> **Work item**
Reproduce every record below exactly as written, leaving out any pictures.

> **Study material**
◆ ◆ ◆ ◆ ◆

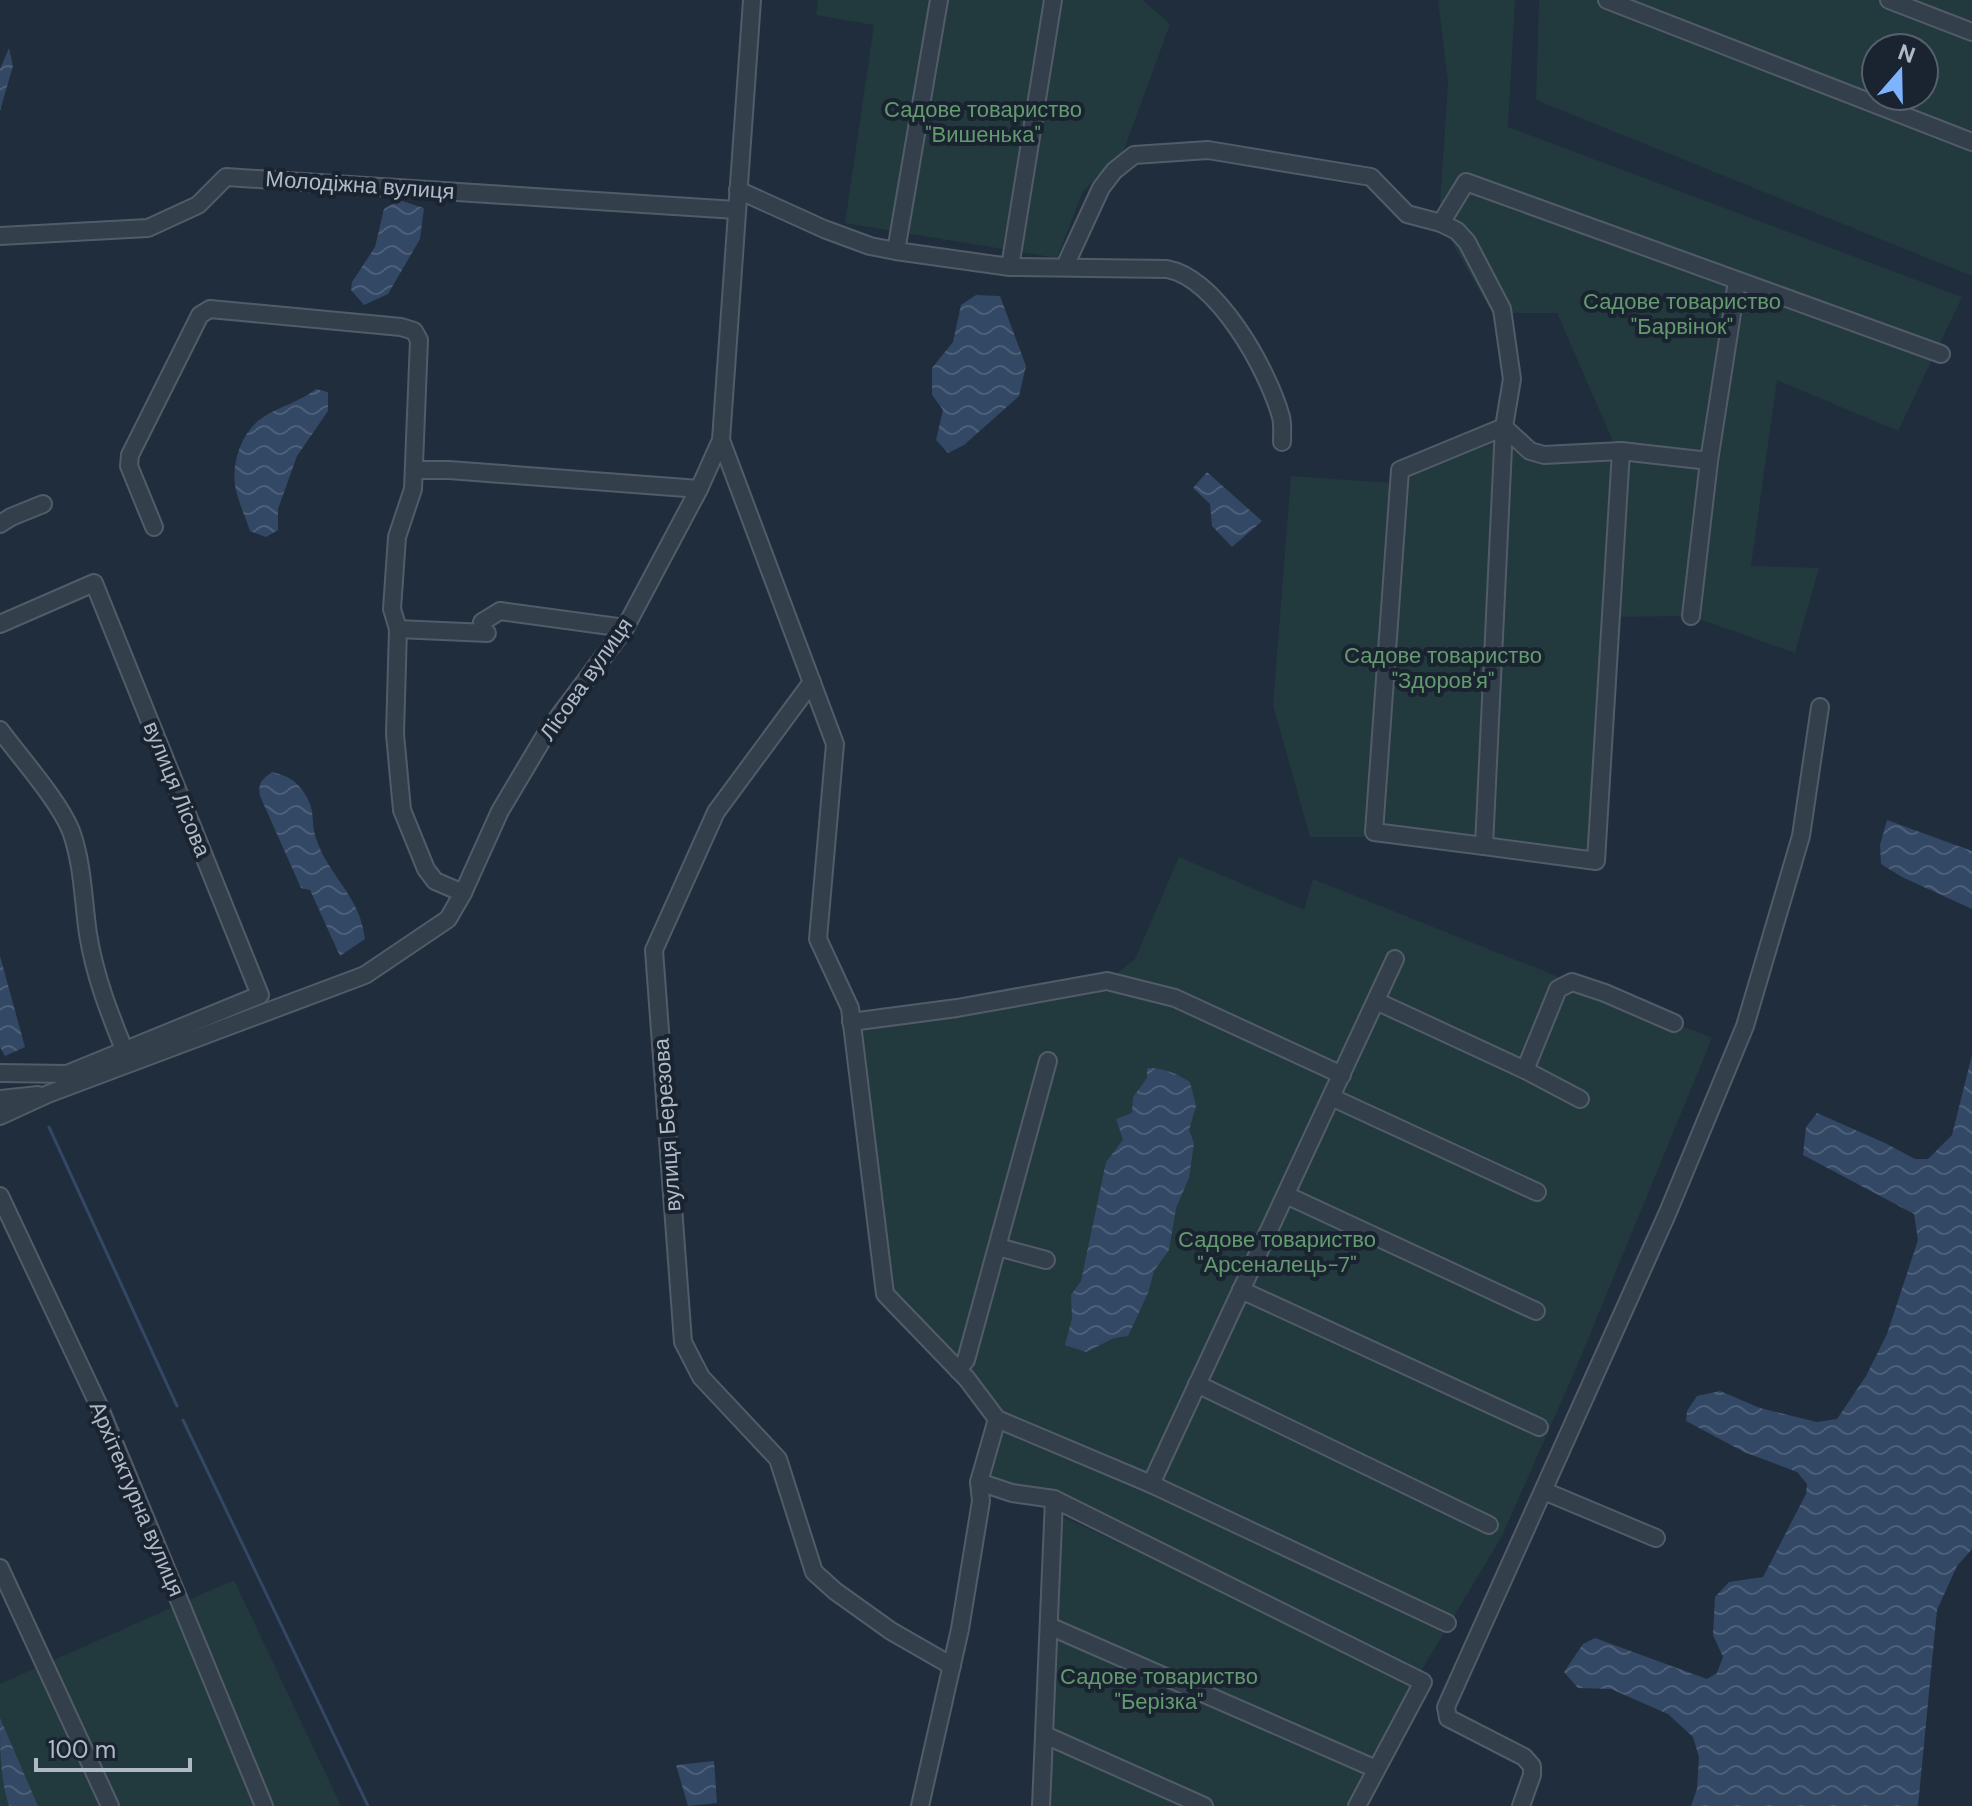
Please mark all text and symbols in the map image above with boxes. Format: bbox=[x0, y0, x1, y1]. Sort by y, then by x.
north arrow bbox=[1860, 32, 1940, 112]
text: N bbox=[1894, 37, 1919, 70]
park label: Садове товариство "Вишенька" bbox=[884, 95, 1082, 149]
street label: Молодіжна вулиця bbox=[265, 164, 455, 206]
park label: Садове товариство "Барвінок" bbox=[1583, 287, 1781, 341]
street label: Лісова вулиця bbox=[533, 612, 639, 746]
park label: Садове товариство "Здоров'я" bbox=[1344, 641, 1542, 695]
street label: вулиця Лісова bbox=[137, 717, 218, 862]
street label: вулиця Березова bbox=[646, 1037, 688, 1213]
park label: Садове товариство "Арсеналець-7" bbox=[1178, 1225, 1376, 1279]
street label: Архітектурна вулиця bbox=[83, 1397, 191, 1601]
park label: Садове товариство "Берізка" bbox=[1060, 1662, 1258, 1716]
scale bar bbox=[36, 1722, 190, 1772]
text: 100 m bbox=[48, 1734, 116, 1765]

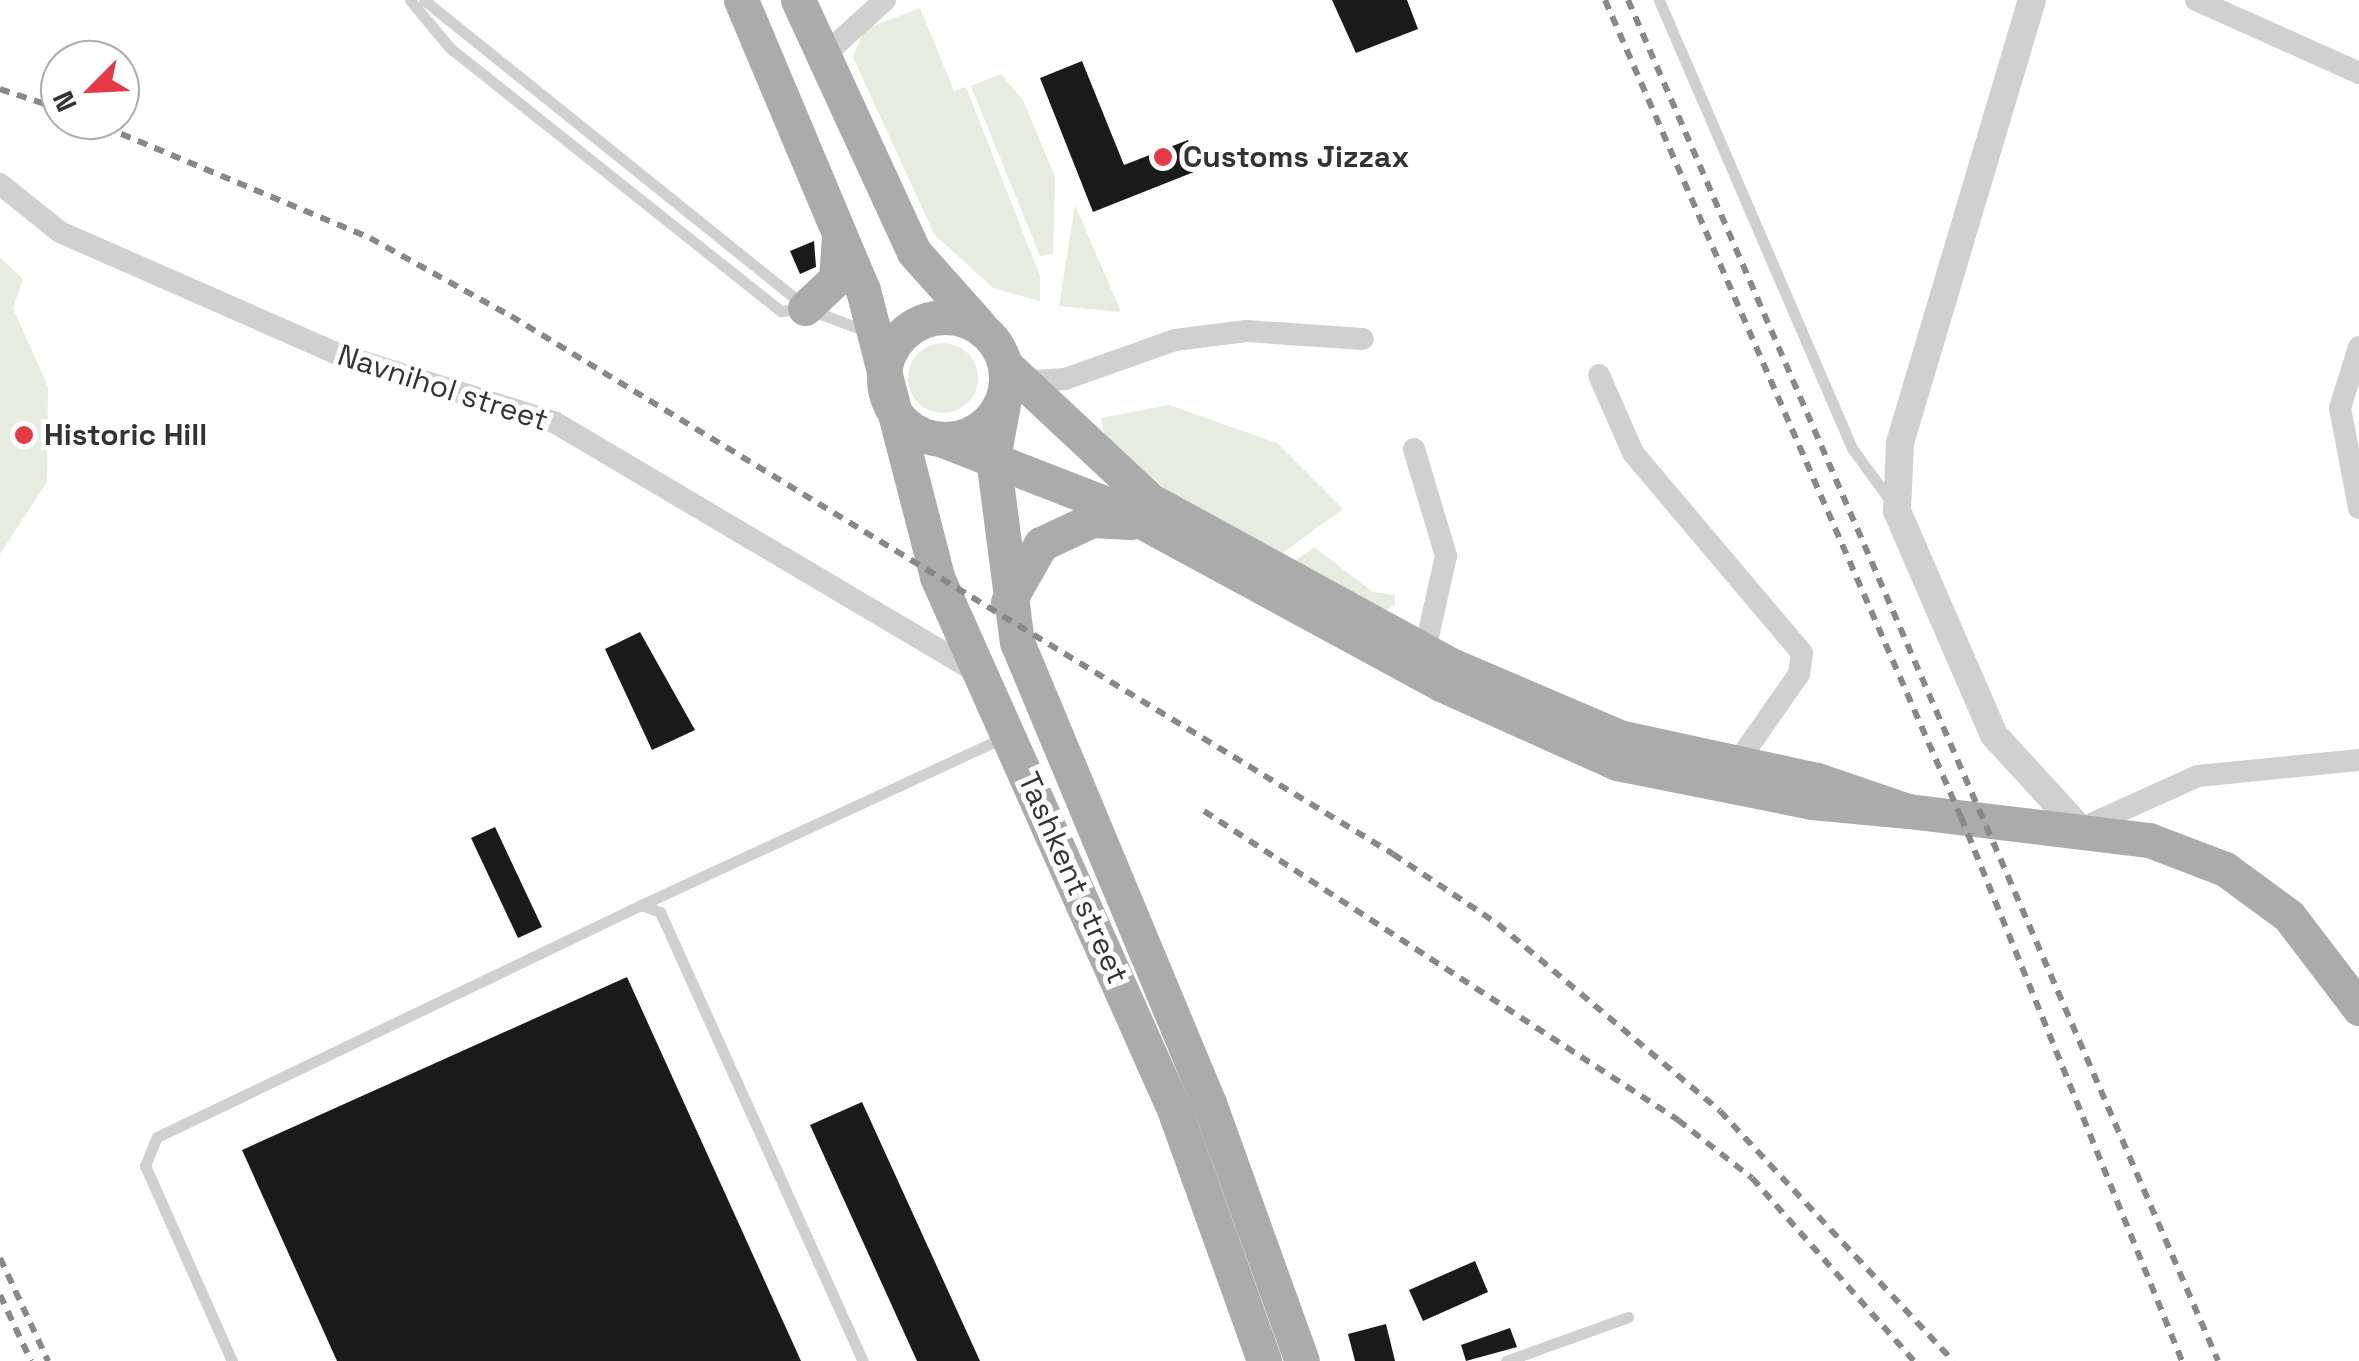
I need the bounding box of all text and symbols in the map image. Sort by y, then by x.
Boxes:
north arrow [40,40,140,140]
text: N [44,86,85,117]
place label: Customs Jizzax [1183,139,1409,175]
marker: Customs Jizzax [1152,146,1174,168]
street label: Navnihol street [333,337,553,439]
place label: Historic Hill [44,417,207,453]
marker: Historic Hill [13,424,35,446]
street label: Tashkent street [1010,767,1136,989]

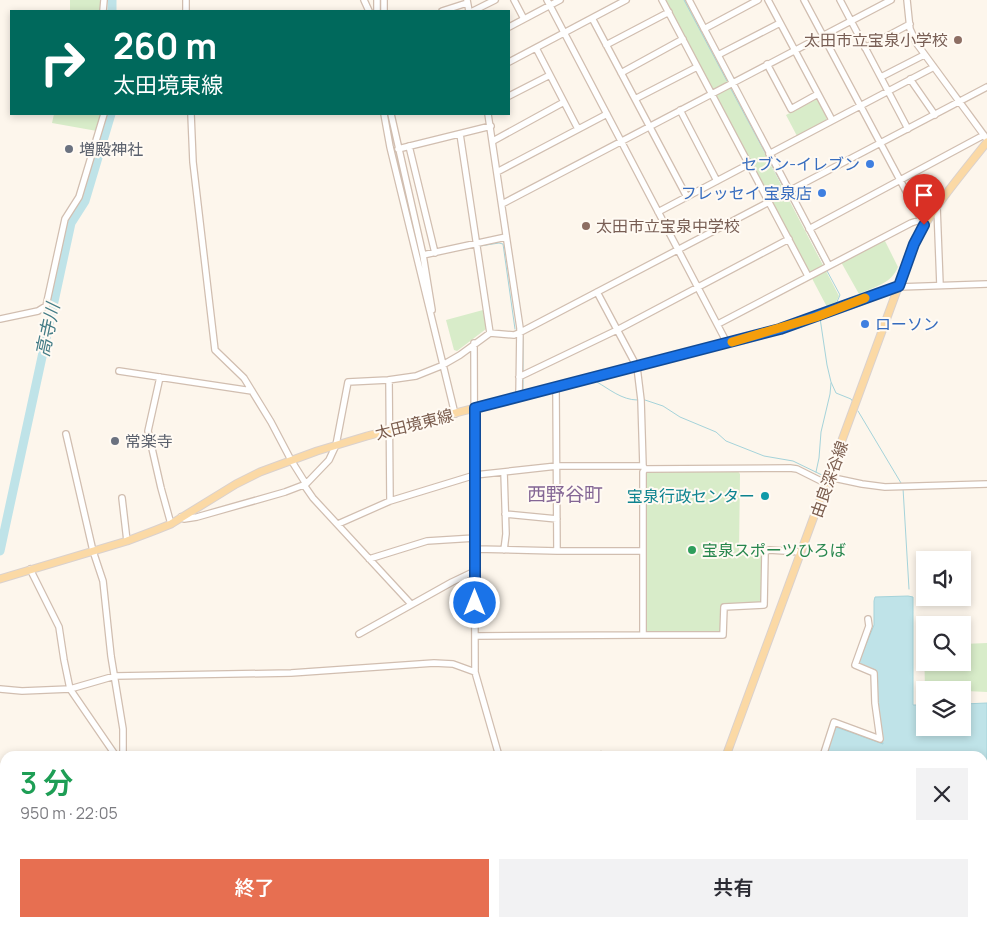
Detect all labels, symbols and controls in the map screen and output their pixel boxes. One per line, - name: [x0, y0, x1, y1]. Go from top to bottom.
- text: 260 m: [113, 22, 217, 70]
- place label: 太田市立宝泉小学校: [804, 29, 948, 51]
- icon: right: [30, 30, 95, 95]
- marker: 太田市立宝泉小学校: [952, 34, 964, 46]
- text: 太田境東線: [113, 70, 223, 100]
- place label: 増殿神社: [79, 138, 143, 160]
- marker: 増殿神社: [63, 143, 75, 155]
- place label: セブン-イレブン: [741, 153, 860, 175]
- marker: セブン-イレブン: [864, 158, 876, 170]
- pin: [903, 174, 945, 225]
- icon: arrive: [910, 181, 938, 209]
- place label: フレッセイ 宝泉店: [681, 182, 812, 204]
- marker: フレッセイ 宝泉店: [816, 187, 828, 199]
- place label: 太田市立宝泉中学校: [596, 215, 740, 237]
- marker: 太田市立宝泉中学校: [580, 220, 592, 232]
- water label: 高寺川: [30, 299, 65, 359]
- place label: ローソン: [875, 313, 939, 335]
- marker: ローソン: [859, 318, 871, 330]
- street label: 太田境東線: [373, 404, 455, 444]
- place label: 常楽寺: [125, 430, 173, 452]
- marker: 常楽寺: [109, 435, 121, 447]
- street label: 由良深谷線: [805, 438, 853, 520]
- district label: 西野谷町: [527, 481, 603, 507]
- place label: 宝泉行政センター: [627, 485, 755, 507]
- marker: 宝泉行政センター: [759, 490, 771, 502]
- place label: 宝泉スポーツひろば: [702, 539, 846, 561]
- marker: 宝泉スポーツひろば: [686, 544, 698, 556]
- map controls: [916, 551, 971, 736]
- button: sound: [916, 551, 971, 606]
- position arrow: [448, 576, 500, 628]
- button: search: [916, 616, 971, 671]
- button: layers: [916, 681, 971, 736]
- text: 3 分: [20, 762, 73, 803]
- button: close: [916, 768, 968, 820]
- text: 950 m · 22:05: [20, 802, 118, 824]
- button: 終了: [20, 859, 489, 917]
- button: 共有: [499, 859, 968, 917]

◆ ◆ ◆ ◆ ◆

> **Exercise result**
Please mark all text and symbols in the map image above with boxes. Format: bbox=[x0, y0, x1, y1]. Sort by y, then by x.
north arrow bbox=[1860, 32, 1940, 112]
text: N bbox=[1894, 37, 1919, 70]
park label: Садове товариство "Вишенька" bbox=[884, 95, 1082, 149]
street label: Молодіжна вулиця bbox=[265, 164, 455, 206]
park label: Садове товариство "Барвінок" bbox=[1583, 287, 1781, 341]
street label: Лісова вулиця bbox=[533, 612, 639, 746]
park label: Садове товариство "Здоров'я" bbox=[1344, 641, 1542, 695]
street label: вулиця Лісова bbox=[137, 717, 218, 862]
street label: вулиця Березова bbox=[646, 1037, 688, 1213]
park label: Садове товариство "Арсеналець-7" bbox=[1178, 1225, 1376, 1279]
street label: Архітектурна вулиця bbox=[83, 1397, 191, 1601]
park label: Садове товариство "Берізка" bbox=[1060, 1662, 1258, 1716]
scale bar bbox=[36, 1722, 190, 1772]
text: 100 m bbox=[48, 1734, 116, 1765]

I need the bounding box of all text and symbols in the map image. Sort by y, then by x.
Boxes:
north arrow [40,40,140,140]
text: N [44,86,85,117]
place label: Customs Jizzax [1183,139,1409,175]
marker: Customs Jizzax [1152,146,1174,168]
street label: Navnihol street [333,337,553,439]
place label: Historic Hill [44,417,207,453]
marker: Historic Hill [13,424,35,446]
street label: Tashkent street [1010,767,1136,989]

Detect all labels, symbols and controls in the map screen and output their pixel boxes. One per line, - name: [x0, y0, x1, y1]. Go from top to bottom.
- text: 260 m: [113, 22, 217, 70]
- place label: 太田市立宝泉小学校: [804, 29, 948, 51]
- icon: right: [30, 30, 95, 95]
- marker: 太田市立宝泉小学校: [952, 34, 964, 46]
- text: 太田境東線: [113, 70, 223, 100]
- place label: 増殿神社: [79, 138, 143, 160]
- marker: 増殿神社: [63, 143, 75, 155]
- place label: セブン-イレブン: [741, 153, 860, 175]
- marker: セブン-イレブン: [864, 158, 876, 170]
- pin: [903, 174, 945, 225]
- icon: arrive: [910, 181, 938, 209]
- place label: フレッセイ 宝泉店: [681, 182, 812, 204]
- marker: フレッセイ 宝泉店: [816, 187, 828, 199]
- place label: 太田市立宝泉中学校: [596, 215, 740, 237]
- marker: 太田市立宝泉中学校: [580, 220, 592, 232]
- water label: 高寺川: [30, 299, 65, 359]
- place label: ローソン: [875, 313, 939, 335]
- marker: ローソン: [859, 318, 871, 330]
- street label: 太田境東線: [373, 404, 455, 444]
- place label: 常楽寺: [125, 430, 173, 452]
- marker: 常楽寺: [109, 435, 121, 447]
- street label: 由良深谷線: [805, 438, 853, 520]
- district label: 西野谷町: [527, 481, 603, 507]
- place label: 宝泉行政センター: [627, 485, 755, 507]
- marker: 宝泉行政センター: [759, 490, 771, 502]
- place label: 宝泉スポーツひろば: [702, 539, 846, 561]
- marker: 宝泉スポーツひろば: [686, 544, 698, 556]
- map controls: [916, 551, 971, 736]
- button: sound: [916, 551, 971, 606]
- position arrow: [448, 576, 500, 628]
- button: search: [916, 616, 971, 671]
- button: layers: [916, 681, 971, 736]
- text: 3 分: [20, 762, 73, 803]
- button: close: [916, 768, 968, 820]
- text: 950 m · 22:05: [20, 802, 118, 824]
- button: 終了: [20, 859, 489, 917]
- button: 共有: [499, 859, 968, 917]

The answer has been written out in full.